Muawiyah had sent an army under his son Yazid against the Roman Empire as early as 668.
Yazid, reachingas far as Chalcedon, hasd taken the important imperial center Amorion.
Although the city had been quickly recovered, the Arabs had next attacked Carthage and Sicily in 669.
In 670, the Arabs had captured Cyzicus and established a base from which to launch further attacks into the heart of the Empire.
Their fleet captured Smyrna and other coastal cities in 672.
Finally, in 672, the Arabs sent a large fleet to attack Constantinople by sea.
While the emperor, Constantine IV, was diverted by this action, the Slavs had unsuccessfully attacked Thessalonika.

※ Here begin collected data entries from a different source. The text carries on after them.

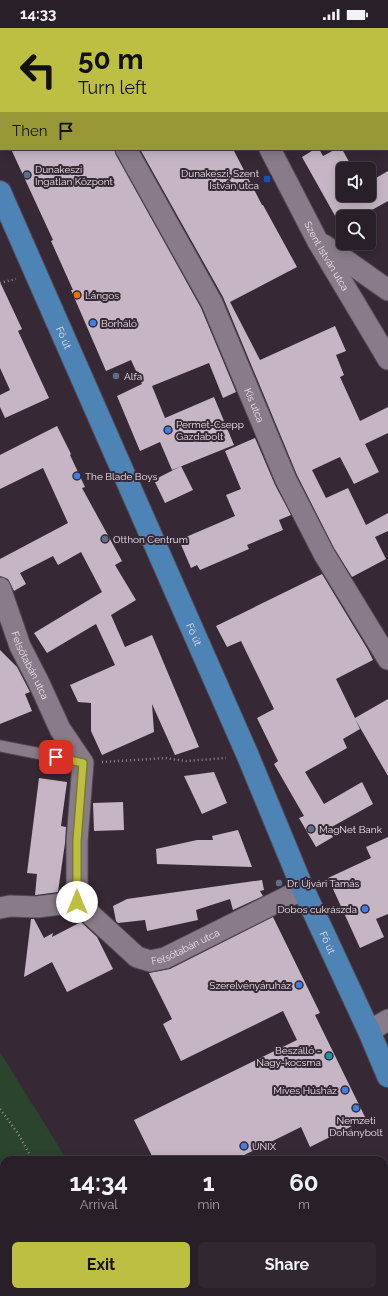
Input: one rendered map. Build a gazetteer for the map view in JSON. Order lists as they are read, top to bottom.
{
  "streets": {
    "main road": ["Fő út"],
    "street": ["Szent István utca", "Kis utca", "Felsőtabán utca"]
  },
  "crossings": [
    ["Fő út", "Felsőtabán utca"]
  ],
  "places": {
    "other": [
      "Dunakeszi Ingatlan Központ",
      "Lángos",
      "Borháló",
      "Alfa",
      "Permet-Csepp Gazdabolt",
      "The Blade Boys",
      "Otthon Centrum",
      "MagNet Bank",
      "Dr. Újvári Tamás",
      "Dobos cukrászda",
      "Szerelvényáruház",
      "Beszálló - Nagy-kocsma",
      "Míves Húsház",
      "Nemzeti Dohánybolt",
      "UNIX"
    ],
    "transit": ["Dunakeszi, Szent István utca"]
  },
  "page": {
    "status": "14:33",
    "turn": ["50 m", "Turn left"],
    "then": "Then",
    "eta": [
      "14:34",
      "Arrival",
      "1",
      "min",
      "60",
      "m"
    ],
    "buttons": ["Exit", "Share"]
  }
}
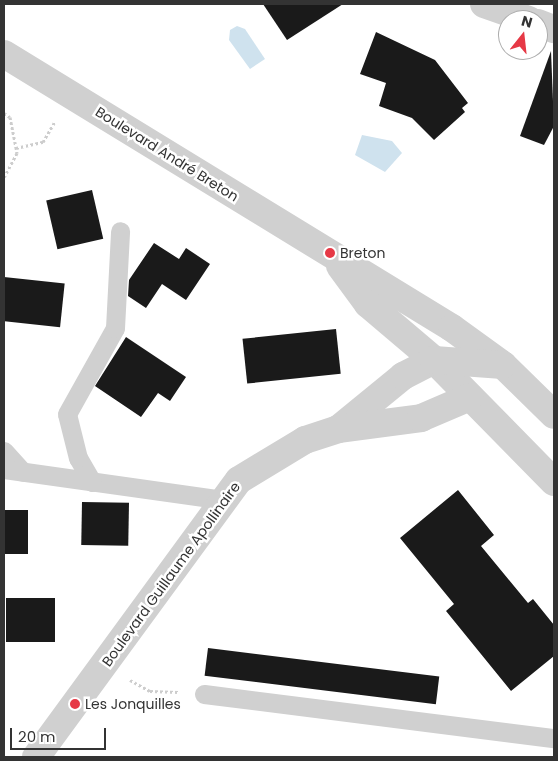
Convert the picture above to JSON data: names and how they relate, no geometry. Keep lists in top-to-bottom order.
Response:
{
  "streets": {
    "street": ["Boulevard André Breton", "Boulevard Guillaume Apollinaire"]
  },
  "crossings": [
    ["Boulevard André Breton", "Boulevard Guillaume Apollinaire"]
  ],
  "places": ["Breton", "Les Jonquilles"],
  "scale_bar": "20 m",
  "north": "top"
}
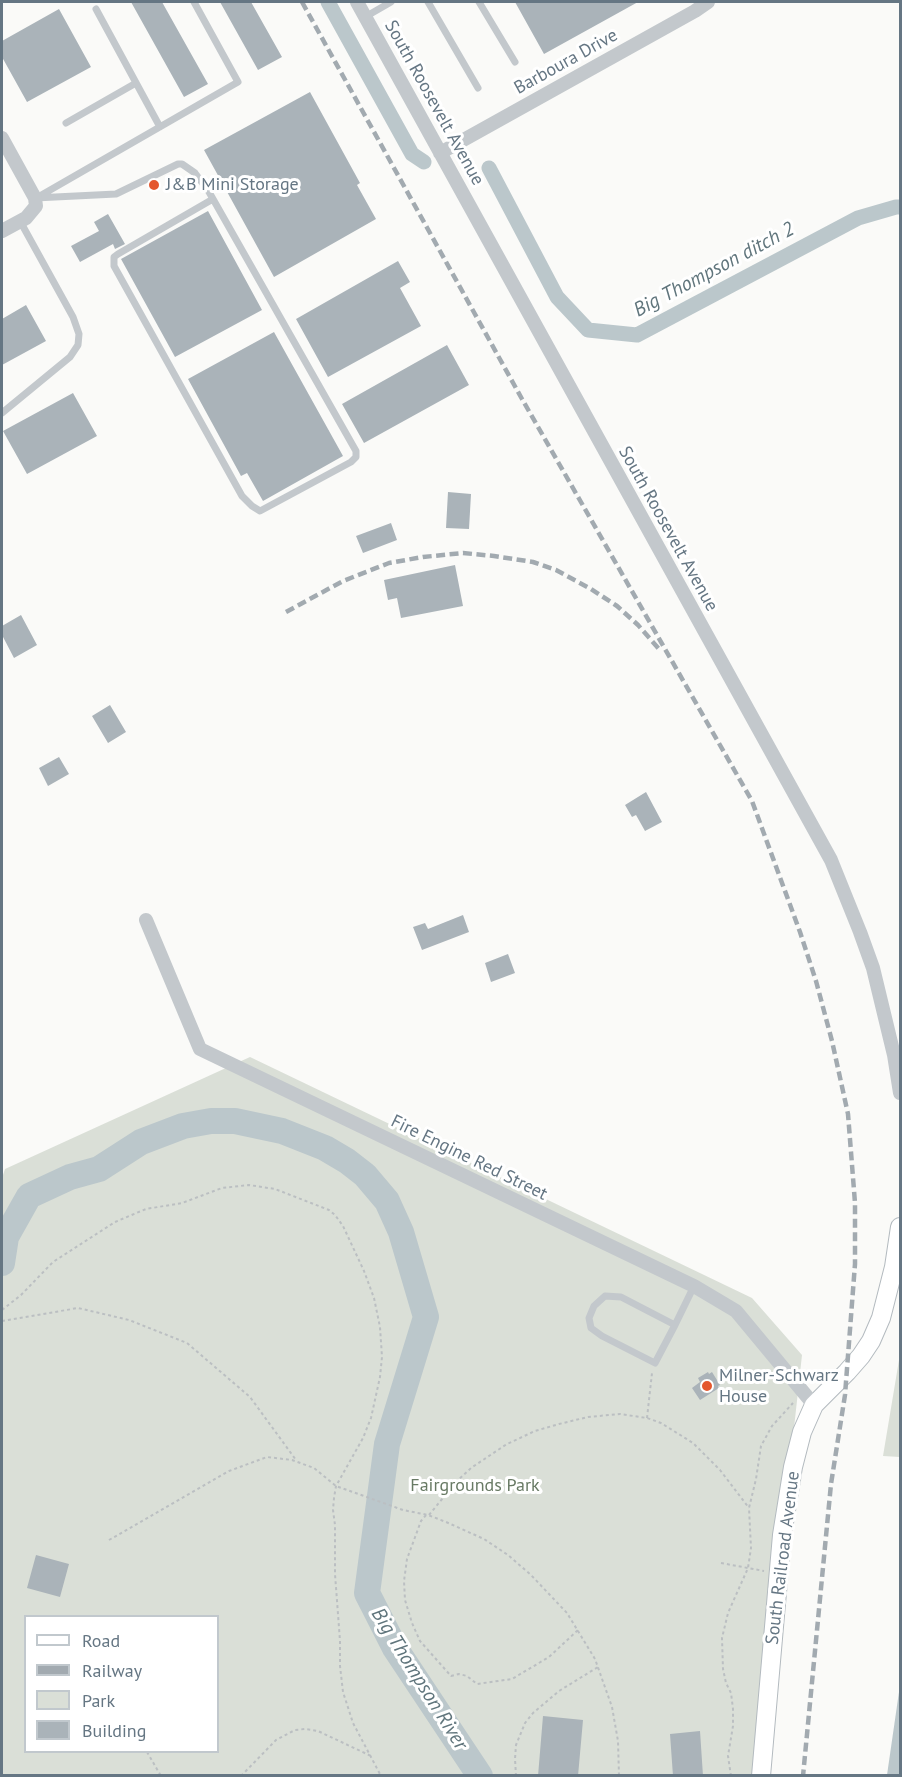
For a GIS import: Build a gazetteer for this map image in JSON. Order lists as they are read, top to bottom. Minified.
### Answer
{"streets":{"street":["Barboura Drive","South Roosevelt Avenue","Fire Engine Red Street","South Railroad Avenue"]},"crossings":[["Barboura Drive","South Roosevelt Avenue"],["Fire Engine Red Street","South Railroad Avenue"]],"water":["Big Thompson ditch 2","Big Thompson River"],"parks":["Fairgrounds Park"],"places":["J&B Mini Storage","Milner-Schwarz House"],"legend":["Road","Railway","Park","Building"]}
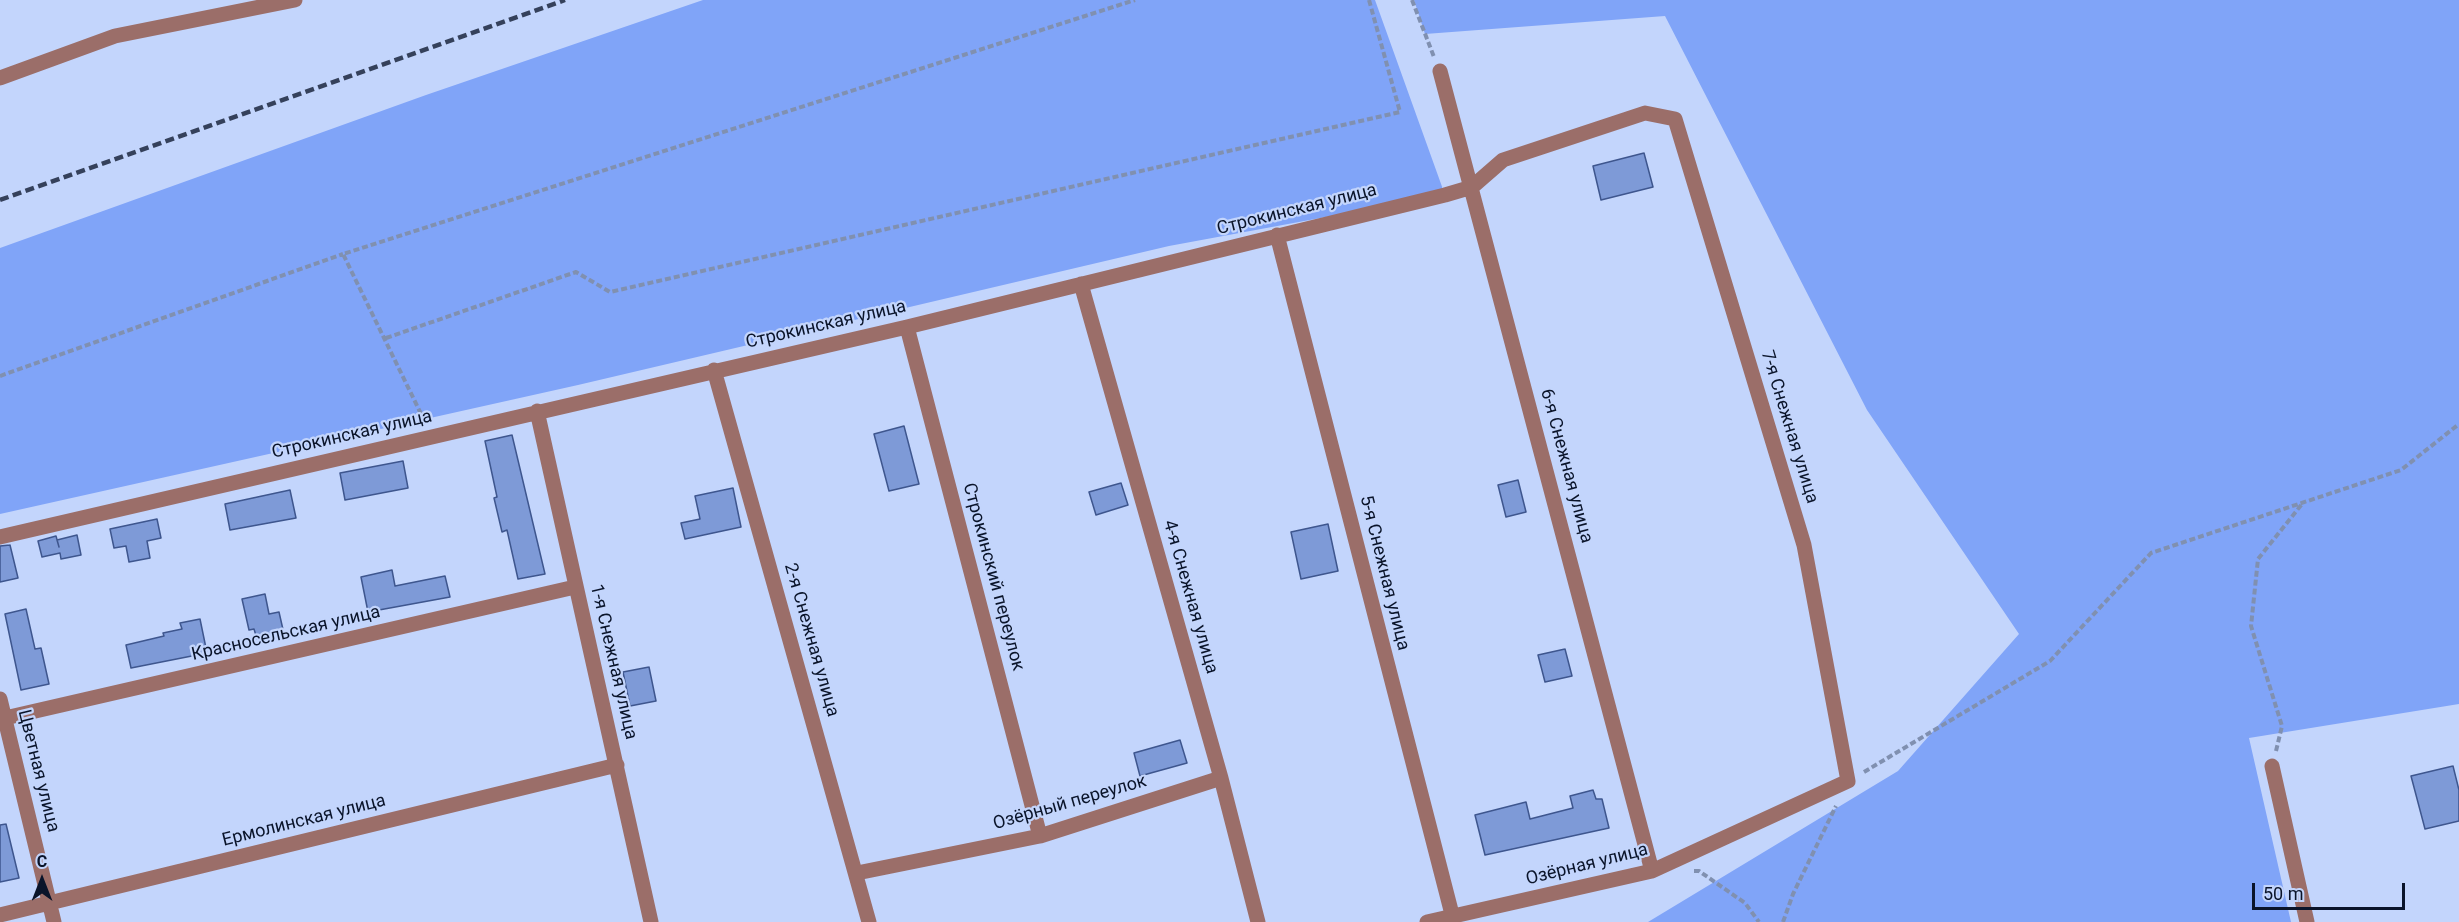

The victories had ended in 674, however, when the first naval siege of Constantinople itself proved to be a catastrophe due to the defender’s effective use of Greek fire, invented around 670 in Constantinople by Kallinikos (Callinicus), an architect from Heliopolis in the Roman Iudaea Province.
Twentieth-century British chemist and historian James Partington will posit that "Greek fire was really invented by the chemists in Constantinople who had inherited the discoveries of the Alexandrian chemical school".
Many accounts note that the fires it caused could not be put out by pouring water on the flames—on the contrary, the water served to intensify or spread them, suggesting that 'Greek fire' may have been a 'thermite-like' reaction, possibly involving a quicklime or similar compound.
Others have posited a flammable liquid that floated on water, possibly a form of naphtha or another low-density liquid hydrocarbon, as petroleum was known to Eastern chemists long before its use became widespread in the 1800s.